### EXERCISE OBJECTIVE
Some lines in the listing hold the word "tools". Return each of them.
____
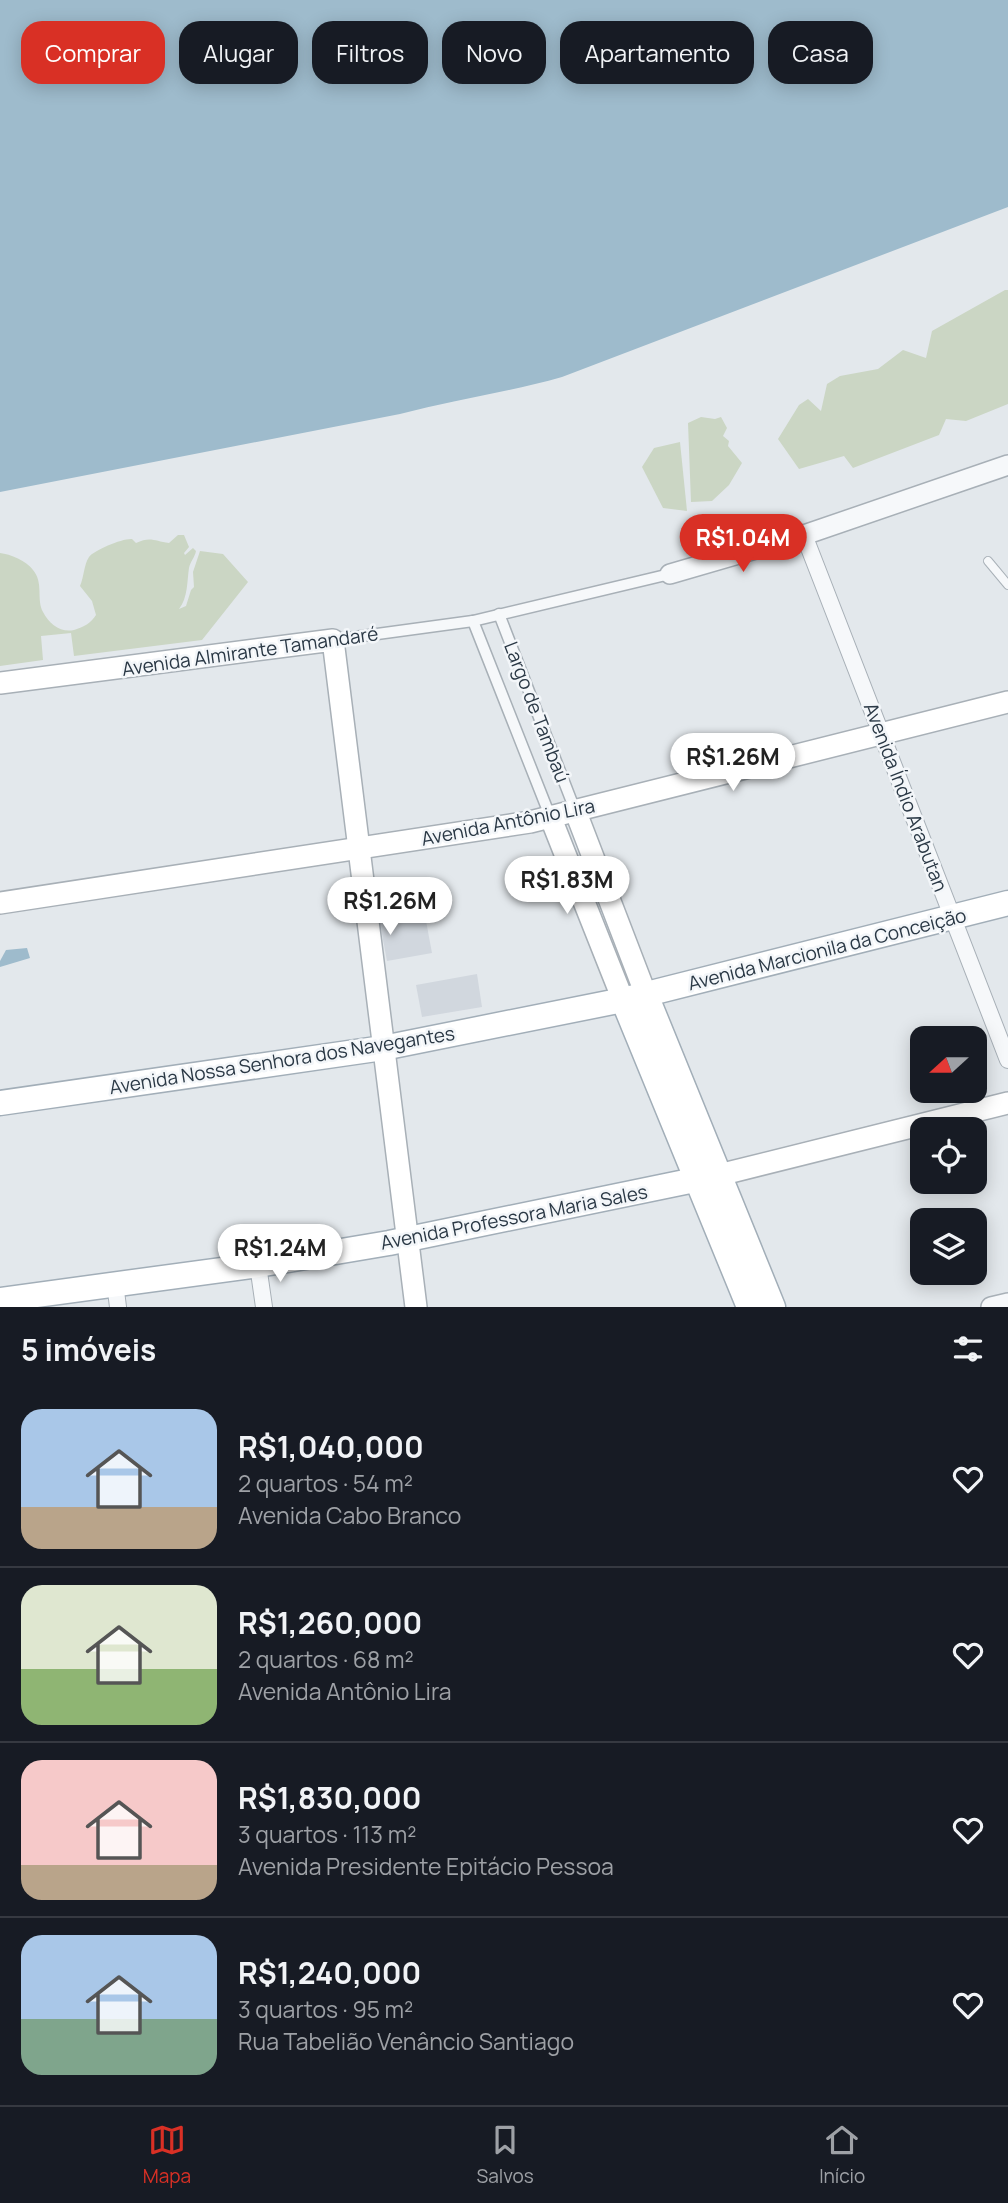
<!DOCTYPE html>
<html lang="pt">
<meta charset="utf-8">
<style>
:root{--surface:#171b24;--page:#242831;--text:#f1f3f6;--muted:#9ea1a6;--line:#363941;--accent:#d93025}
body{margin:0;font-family:Manrope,sans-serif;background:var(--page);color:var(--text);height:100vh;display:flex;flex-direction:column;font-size:26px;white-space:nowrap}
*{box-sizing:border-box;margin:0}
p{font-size:23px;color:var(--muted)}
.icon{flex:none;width:38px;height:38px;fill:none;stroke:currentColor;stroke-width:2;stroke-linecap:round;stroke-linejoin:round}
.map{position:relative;height:1307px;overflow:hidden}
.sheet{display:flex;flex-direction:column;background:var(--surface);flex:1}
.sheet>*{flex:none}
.banner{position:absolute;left:21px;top:21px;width:966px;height:63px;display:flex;gap:14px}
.needle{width:46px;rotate:249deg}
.tools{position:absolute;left:910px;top:1026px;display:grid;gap:14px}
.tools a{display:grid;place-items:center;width:77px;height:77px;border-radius:14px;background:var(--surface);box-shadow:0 4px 18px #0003;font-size:35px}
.price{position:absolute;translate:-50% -60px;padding:0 16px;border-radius:24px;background:#fff;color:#222;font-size:23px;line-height:46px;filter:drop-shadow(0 2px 4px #0008)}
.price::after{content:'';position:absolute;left:50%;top:42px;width:21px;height:16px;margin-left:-10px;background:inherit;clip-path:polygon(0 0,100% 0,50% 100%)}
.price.current{background:var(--accent);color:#fff}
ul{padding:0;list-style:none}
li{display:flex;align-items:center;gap:21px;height:175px;padding:0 21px}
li+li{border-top:2px solid var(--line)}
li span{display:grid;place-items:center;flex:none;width:196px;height:140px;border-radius:21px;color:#555}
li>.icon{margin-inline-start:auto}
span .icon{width:84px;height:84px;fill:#fffc;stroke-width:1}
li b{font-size:30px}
h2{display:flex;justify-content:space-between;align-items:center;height:84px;padding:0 21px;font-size:30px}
.pill{padding:0 24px;border-radius:21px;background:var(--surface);box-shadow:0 4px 18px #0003;font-size:24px;line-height:63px}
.pill.current{background:var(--accent);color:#fff}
.menu{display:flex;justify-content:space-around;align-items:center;height:98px;border-top:2px solid var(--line);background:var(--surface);font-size:19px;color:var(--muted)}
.menu a{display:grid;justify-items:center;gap:4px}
.menu .current{color:var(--accent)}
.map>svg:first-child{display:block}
</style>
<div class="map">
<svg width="1008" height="1307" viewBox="0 0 1008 1307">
<rect width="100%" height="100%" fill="#e3e8ec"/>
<g fill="#d1d7de">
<polygon points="424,910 432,953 387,961 379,918"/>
<polygon points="477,974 482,1007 422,1017 416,985"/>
</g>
<g fill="#cbd6c4">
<polygon points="1005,290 1008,290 1008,404 966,421 946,419 939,435 853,468 844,456 799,469 778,439 799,405 808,399 821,411 827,384 840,376 878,369 903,350 926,358 932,331"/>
<polygon points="701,417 715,419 721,417 727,428 723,436 729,441 728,446 742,463 729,485 712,501 691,502 688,423"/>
<polygon points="680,442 687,511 663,508 642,467 654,448"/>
<path d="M178 535H184L189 547 184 553 185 555 193 548 196 551C195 557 190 562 189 568 187 581 188 598 179 609L186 606 191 590 194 587 193 572 200 551 223 554 248 582 202 640 74 656 71 633 41 636 43 660 0 666V553C10 554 27 561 33 570 44 583 36 599 43 612 49 624 61 633 74 630 84 627 91 623 96 615L92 601 80 586C84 577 84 564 89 557 94 550 123 538 132 539L136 543C150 536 155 541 169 543Z"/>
</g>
<g fill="#9ebbcc">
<path d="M0 0H1008V207L562 377C509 392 454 400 400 414L0 492Z"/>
<polygon points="27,948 30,958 0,967 0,961 6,950"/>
</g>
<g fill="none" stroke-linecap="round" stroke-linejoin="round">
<defs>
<polyline id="service" points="988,561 1008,585"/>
<g id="pedestrian">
<polyline points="499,614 575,810"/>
<polyline points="473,621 550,816"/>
<polyline points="333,640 473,621 670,574"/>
</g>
<g id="minor">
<polyline points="804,535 1008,1060"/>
<polyline points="258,1265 264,1307"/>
<polyline points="115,1283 118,1307"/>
</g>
<g id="tertiary">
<polyline points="670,574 804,535 1008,465"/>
<polyline points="991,1307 1008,1303"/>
</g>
<g id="secondary">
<polyline points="0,683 333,640 416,1307"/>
<polyline points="575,810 646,995"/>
<polyline points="550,816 623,1000"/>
<polyline points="0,903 530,822 1008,702"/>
<polyline points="719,1175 1008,1103"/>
</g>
<g id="primary">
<polyline points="646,995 773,1307"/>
<polyline points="623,1000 749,1307"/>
<polyline points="0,1103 383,1048 623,1000 1008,903"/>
<polyline points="0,1300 258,1265 389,1243 719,1175"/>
</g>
</defs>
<use href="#service" stroke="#a8b0b7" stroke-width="10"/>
<use href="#pedestrian" stroke="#a8b0b7" stroke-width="13"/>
<use href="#minor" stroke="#a8b0b7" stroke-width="18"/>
<use href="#tertiary" stroke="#a8b0b7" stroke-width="22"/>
<use href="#secondary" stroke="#a8b0b7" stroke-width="24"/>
<use href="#primary" stroke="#a2aeb8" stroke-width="27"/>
<use href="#service" stroke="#f6f8fa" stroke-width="8"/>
<use href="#pedestrian" stroke="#f6f8fa" stroke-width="10"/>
<use href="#minor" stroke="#f6f8fa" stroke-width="16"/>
<use href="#tertiary" stroke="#f6f8fa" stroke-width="19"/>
<use href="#secondary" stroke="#fff" stroke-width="21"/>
<use href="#primary" stroke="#fff" stroke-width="24"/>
</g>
<g text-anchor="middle" stroke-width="5" stroke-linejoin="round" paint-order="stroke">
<g font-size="19" fill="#2a3845" stroke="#f3f6f9">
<text transform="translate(250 651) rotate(-8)" y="7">Avenida Almirante Tamandaré</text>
<text transform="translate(537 712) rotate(69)" y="7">Largo de Tambaú</text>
<text transform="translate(906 797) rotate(69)" y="7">Avenida Índio Arabutan</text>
<text transform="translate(508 822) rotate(-11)" y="7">Avenida Antônio Lira</text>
<text transform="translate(827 949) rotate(-14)" y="7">Avenida Marcionila da Conceição</text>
<text transform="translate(282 1060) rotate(-9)" y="7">Avenida Nossa Senhora dos Navegantes</text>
<text transform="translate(514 1217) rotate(-11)" y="7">Avenida Professora Maria Sales</text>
</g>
</g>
</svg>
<div class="tools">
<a><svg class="needle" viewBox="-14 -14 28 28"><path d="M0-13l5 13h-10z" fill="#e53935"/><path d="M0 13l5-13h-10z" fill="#9ea1a6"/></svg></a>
<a><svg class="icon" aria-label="locate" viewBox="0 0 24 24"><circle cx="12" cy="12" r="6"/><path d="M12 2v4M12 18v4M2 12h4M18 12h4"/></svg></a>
<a><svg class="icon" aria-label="layers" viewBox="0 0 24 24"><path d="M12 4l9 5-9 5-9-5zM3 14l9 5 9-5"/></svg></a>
</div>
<b class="price current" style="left:743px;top:574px">R$1.04M</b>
<b class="price" style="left:733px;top:793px">R$1.26M</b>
<b class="price" style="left:567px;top:916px">R$1.83M</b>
<b class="price" style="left:390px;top:937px">R$1.26M</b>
<b class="price" style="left:280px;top:1284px">R$1.24M</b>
<div class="banner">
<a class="pill current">Comprar</a>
<a class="pill">Alugar</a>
<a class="pill">Filtros</a>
<a class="pill">Novo</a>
<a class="pill">Apartamento</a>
<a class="pill">Casa</a>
</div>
</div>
<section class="sheet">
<h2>5 imóveis<svg class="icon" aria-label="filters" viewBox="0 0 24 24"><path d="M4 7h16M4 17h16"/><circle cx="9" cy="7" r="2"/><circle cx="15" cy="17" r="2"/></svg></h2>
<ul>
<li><span style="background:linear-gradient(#a9c7e8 70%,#b9a48a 0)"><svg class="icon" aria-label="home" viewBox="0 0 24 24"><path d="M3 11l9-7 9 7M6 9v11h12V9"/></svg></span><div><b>R$1,040,000</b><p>2 quartos · 54 m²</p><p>Avenida Cabo Branco</p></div><svg class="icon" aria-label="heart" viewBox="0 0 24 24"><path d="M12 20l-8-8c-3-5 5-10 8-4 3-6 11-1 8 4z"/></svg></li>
<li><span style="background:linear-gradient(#dfe7d0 60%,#8fb573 0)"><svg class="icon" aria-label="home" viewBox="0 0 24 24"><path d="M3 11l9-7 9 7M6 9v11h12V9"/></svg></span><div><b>R$1,260,000</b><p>2 quartos · 68 m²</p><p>Avenida Antônio Lira</p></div><svg class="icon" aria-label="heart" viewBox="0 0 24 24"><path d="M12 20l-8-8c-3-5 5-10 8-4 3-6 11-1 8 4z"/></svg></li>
<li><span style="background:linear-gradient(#f6c9c9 75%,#b9a48a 0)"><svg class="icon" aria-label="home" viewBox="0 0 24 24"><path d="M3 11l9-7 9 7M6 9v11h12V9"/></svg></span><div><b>R$1,830,000</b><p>3 quartos · 113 m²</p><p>Avenida Presidente Epitácio Pessoa</p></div><svg class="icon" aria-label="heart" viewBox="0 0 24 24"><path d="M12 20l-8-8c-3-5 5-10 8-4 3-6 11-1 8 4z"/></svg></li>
<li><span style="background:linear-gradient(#a9c7e8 60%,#7fa58c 0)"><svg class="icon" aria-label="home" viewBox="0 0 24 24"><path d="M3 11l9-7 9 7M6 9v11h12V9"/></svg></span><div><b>R$1,240,000</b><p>3 quartos · 95 m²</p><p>Rua Tabelião Venâncio Santiago</p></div><svg class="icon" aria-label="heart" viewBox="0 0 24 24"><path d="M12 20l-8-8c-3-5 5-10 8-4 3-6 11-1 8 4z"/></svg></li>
</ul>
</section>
<nav class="menu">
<a class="current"><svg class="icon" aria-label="map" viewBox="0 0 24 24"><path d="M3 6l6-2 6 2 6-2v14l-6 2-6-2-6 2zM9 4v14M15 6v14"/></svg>Mapa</a>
<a><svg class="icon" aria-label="saved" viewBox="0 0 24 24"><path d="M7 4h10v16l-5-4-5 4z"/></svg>Salvos</a>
<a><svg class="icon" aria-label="home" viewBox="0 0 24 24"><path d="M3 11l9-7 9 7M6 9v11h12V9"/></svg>Início</a>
</nav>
____
### SOLUTION TO THIS TASK
.tools{position:absolute;left:910px;top:1026px;display:grid;gap:14px}
.tools a{display:grid;place-items:center;width:77px;height:77px;border-radius:14px;background:var(--surface);box-shadow:0 4px 18px #0003;font-size:35px}
<div class="tools">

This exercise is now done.